Exercise objective => Look through the data below for the string "from", and copy every line where it turns up.

Collected data
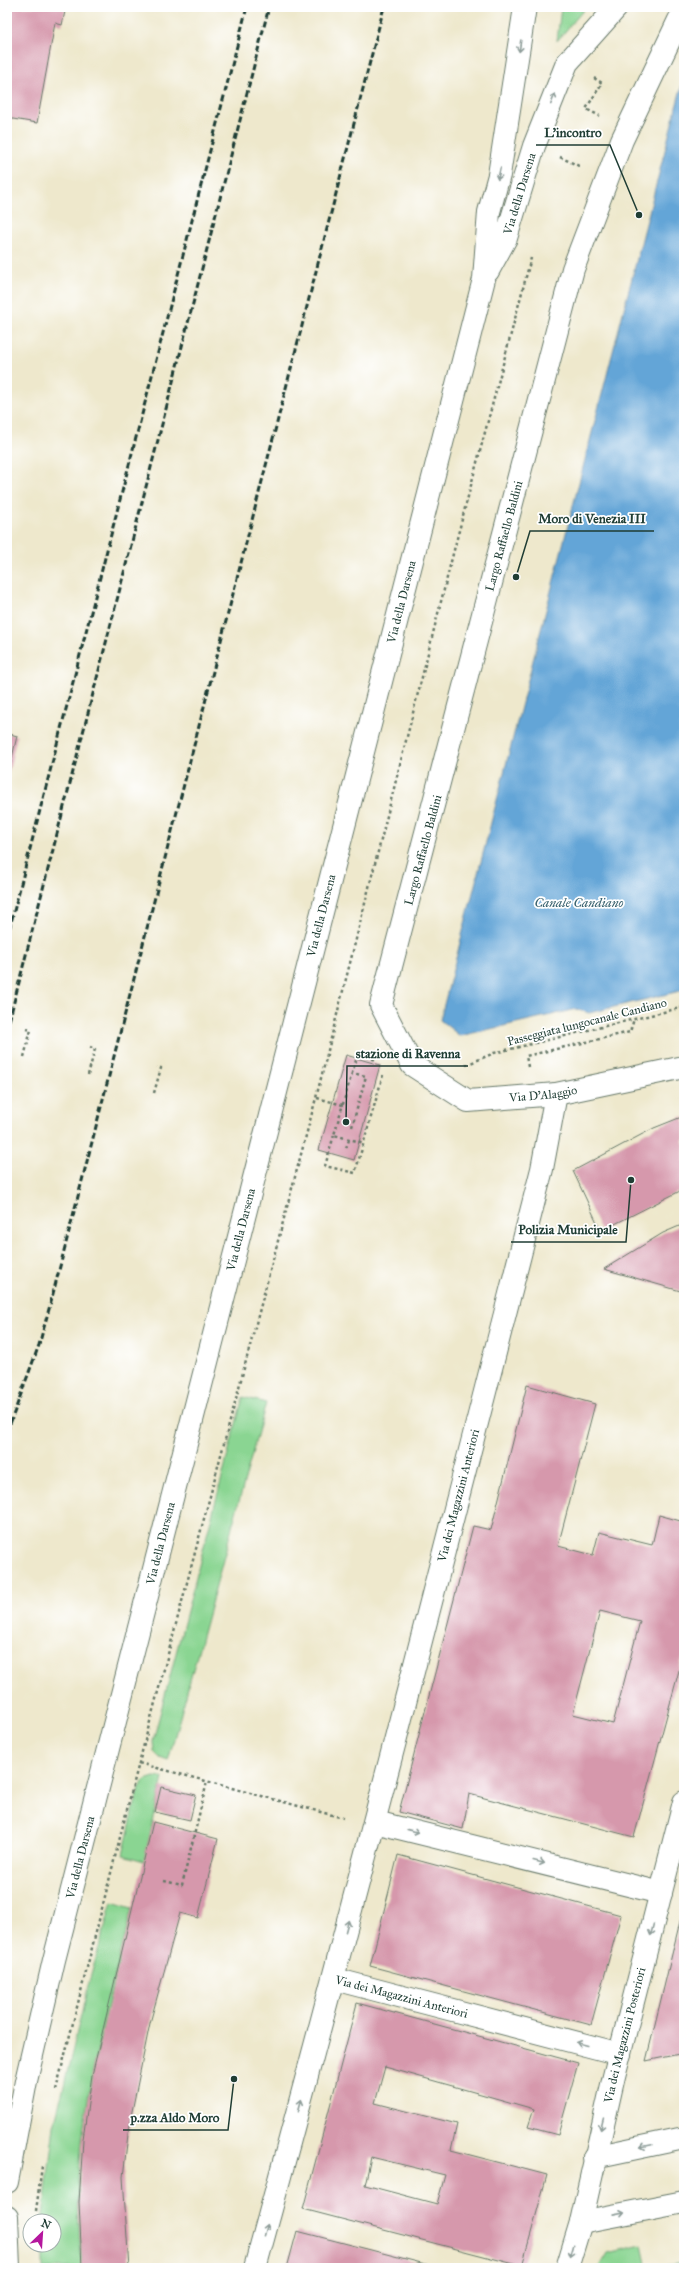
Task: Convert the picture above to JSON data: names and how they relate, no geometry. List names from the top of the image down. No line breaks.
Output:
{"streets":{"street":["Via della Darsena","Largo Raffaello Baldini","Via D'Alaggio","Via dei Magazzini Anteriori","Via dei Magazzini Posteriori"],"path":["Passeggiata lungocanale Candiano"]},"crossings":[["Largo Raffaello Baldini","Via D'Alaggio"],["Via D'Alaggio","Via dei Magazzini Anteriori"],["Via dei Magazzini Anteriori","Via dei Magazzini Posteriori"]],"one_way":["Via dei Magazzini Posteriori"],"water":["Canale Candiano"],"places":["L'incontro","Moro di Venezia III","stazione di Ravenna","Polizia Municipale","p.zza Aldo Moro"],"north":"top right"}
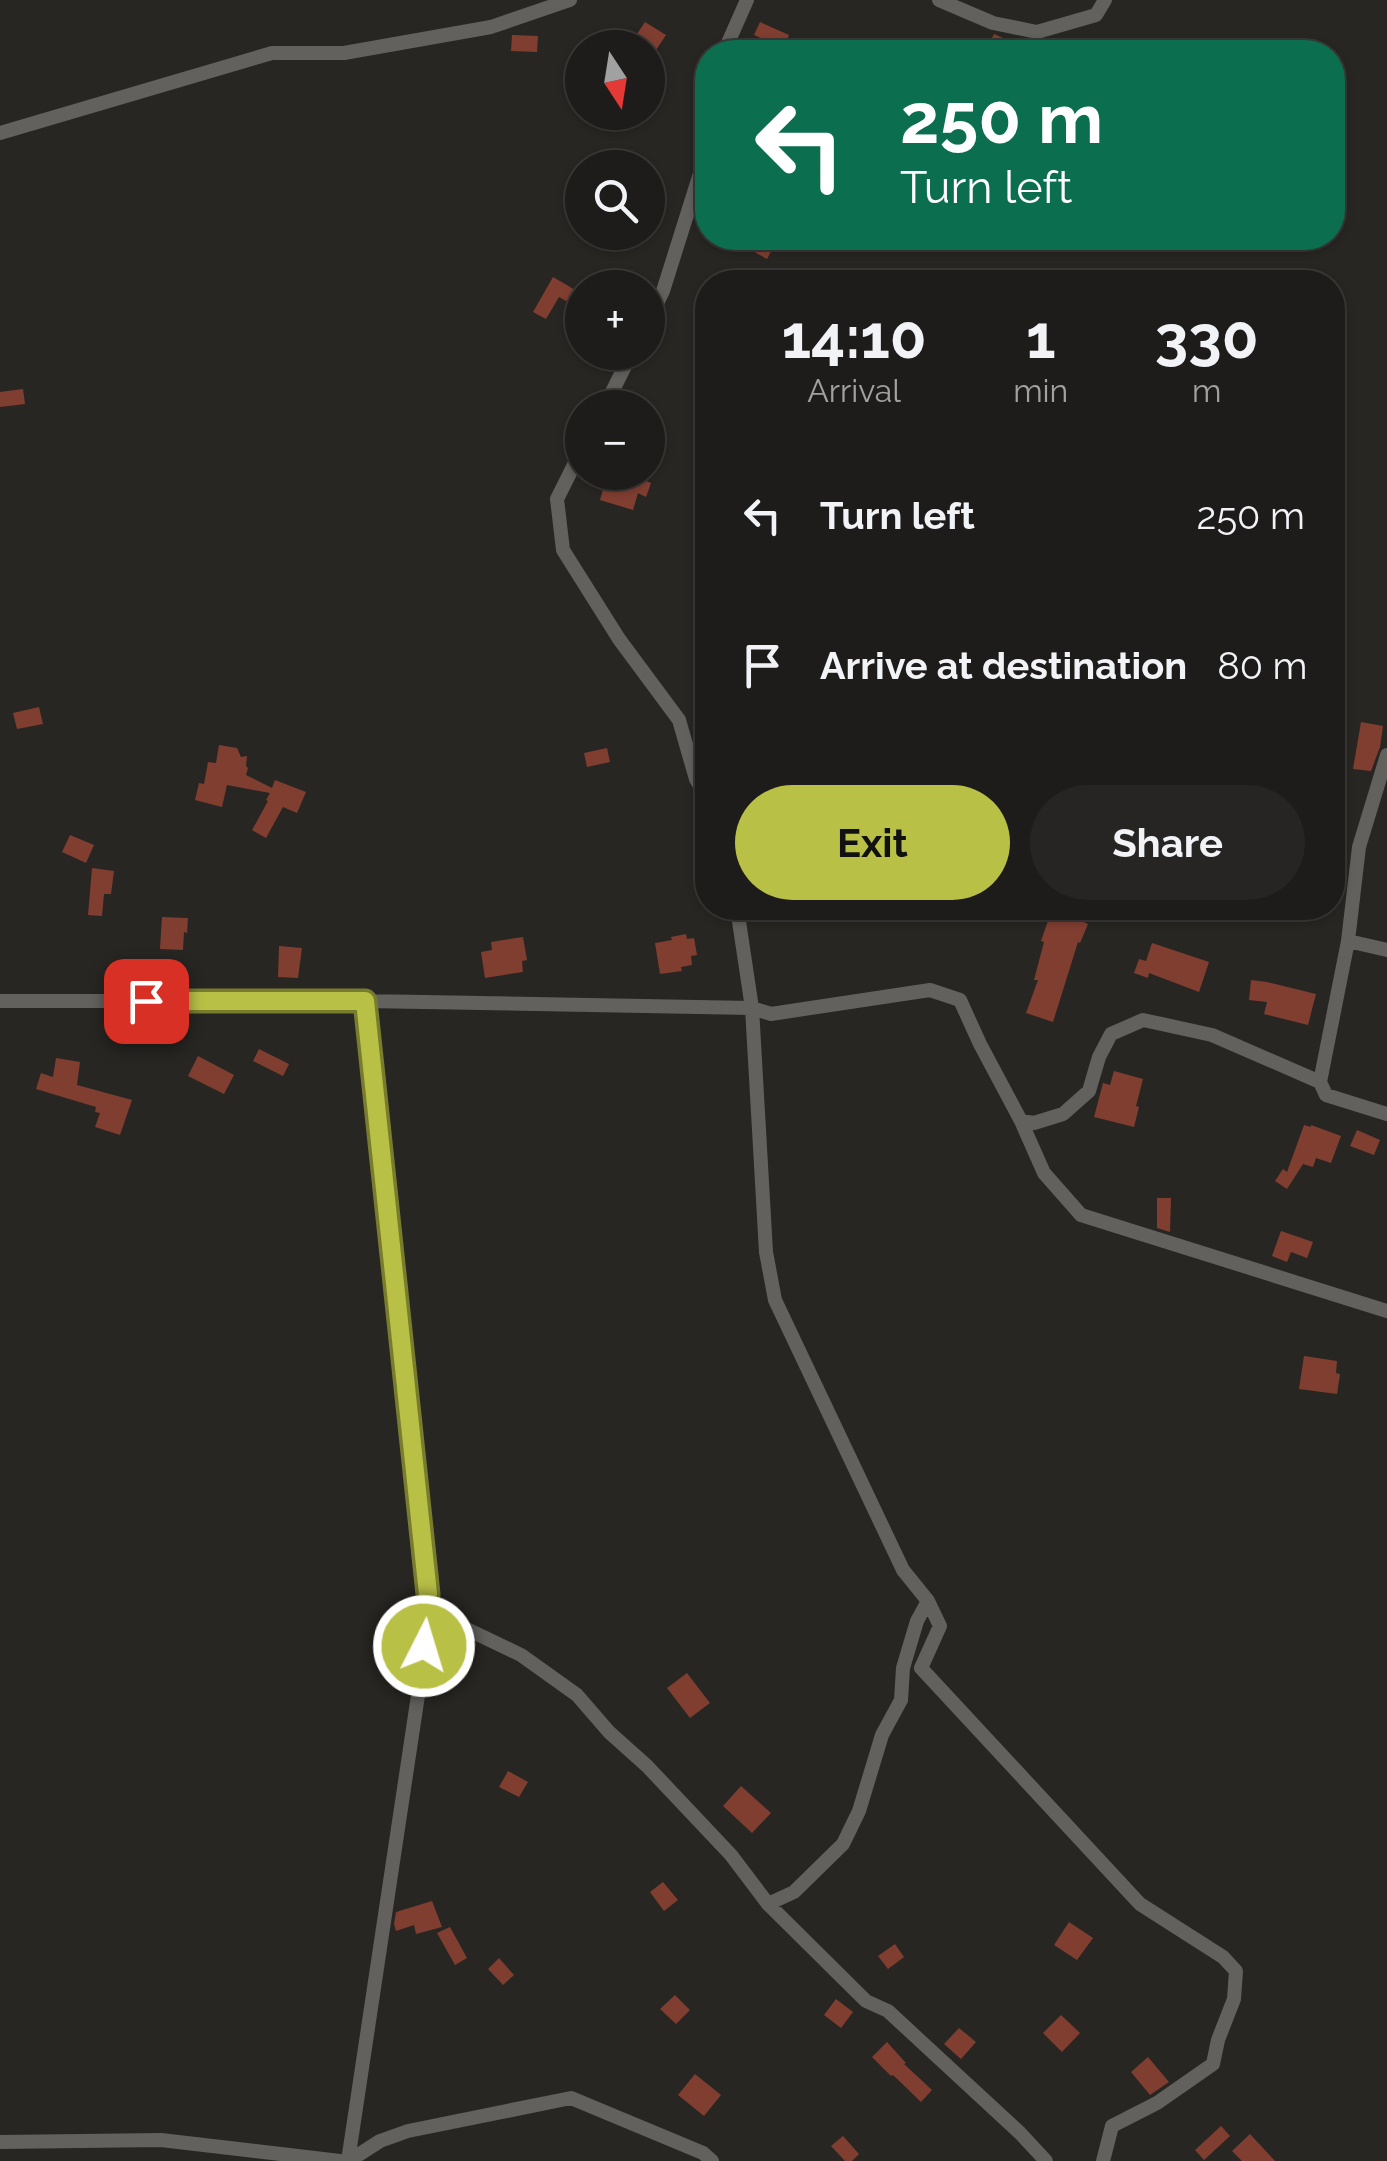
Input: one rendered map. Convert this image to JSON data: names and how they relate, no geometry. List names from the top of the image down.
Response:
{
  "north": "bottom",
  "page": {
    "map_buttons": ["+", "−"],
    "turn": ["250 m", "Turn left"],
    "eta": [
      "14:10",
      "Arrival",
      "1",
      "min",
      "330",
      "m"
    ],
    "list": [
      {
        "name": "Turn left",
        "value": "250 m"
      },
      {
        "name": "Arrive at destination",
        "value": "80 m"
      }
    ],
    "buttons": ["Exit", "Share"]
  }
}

Solution below =>
Task: Convert the picture above to JSON data: names and how they relate, no geometry. List names from the top of the image down. No line breaks.
Input: one rendered map. Convert this image to JSON data: names and how they relate, no geometry. List names from the top of the image down.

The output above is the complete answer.